A ideia de isolamento dos índios, assim como a catequização, a integração forçada parecem equivocadas, porquanto não é possível manter o isolamento de um povo de forma indeterminada. É que a reprodução cultural não para no tempo, não é estática, durante a história da humanidade a interação e integração entre os povos segue seu curso natural. Nenhum povo permanece eternamente e integralmente isolado. Ao contrário, terminantemente está contacto com outras formas culturais, mormente através do comércio, na forma mais primitiva do escambo. Nesse processo não necessariamente um determinado povo perde sua identidade cultural. O exemplo típico são os negros, cuja presença cultural continua entre nós, com maior ou menor intensidade, a depender da região do Brasil.
Nesse sentido, colhe-se a preciosa lição de José Afonso da Silva, ao observar que a identidade cultural do indigenato passa por constante evolução, já que inexiste cultura isolada, sua interação com cultura diversa não tem o condão de desconfigurar a identidade de um povo, verbis:
A identidade étnica perdura nessa reprodução cultural que não é estática, não se pode ter cultura estática.
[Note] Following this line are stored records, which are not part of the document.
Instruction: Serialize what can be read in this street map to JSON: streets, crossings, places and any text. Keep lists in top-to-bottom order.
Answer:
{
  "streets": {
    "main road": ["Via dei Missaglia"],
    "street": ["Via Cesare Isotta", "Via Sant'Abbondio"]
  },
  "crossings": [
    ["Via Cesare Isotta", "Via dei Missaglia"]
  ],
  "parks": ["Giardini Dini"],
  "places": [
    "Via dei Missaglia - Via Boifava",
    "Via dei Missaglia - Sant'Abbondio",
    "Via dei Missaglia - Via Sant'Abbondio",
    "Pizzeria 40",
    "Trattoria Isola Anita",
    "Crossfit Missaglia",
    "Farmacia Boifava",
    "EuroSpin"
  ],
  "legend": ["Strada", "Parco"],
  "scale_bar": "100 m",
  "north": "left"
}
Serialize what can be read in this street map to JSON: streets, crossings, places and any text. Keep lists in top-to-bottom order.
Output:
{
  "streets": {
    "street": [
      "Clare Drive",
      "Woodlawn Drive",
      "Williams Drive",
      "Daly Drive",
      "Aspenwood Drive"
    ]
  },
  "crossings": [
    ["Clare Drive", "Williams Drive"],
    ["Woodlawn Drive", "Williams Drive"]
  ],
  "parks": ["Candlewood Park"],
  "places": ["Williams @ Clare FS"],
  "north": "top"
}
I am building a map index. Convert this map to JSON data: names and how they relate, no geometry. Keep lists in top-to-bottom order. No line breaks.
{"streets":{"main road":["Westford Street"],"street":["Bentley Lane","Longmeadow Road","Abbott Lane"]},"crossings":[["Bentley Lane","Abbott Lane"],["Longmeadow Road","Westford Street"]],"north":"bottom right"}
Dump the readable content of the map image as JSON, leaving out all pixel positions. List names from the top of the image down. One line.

Os índios, como qualquer comunidade étnica, não param no tempo. A evolução pode ser mais rápida ou mais lenta, mas sempre haverá mudanças e, assim, a cultura indígena, como qualquer outra, é constantemente reproduzida, não igual a si mesma. Nenhuma cultura é isolada. Está sempre em contacto com outras formas culturais. A reprodução cultural não destrói a identidade cultural da comunidade, identidade que se mantém em resposta a outros grupos com os quais dita comunidade interage. Eventuais transformações decorrentes do viver e do conviver das comunidades não descaracterizam a identidade cultural. Tampouco a descaracteriza a adoção de instrumentos novos ou de novos utensílios, porque são mudanças dentro da mesma identidade étnica.” (SILVA, José Afonso da. Curso de Direito Constitucional Positivo. 24ª edição. São Paulo: Malheiros, 2004, p. 853-854)

José Edival Vale Braga
Procurador do Estado/RR

Um comentário:

Eliton Meneses disse...

Trecho da monografia sobre a INTEGRAÇÃO DOS ÍNDIOS À VIDA NACIONAL, do ex-colega de PGE/RR Edival Braga, com quem "arrancamos", na aurora de 2010, uma histórica liminar no STF para pacificar o conflito fundiário entre índios e não-índios no Projeto de Assentamento Nova Amazônia.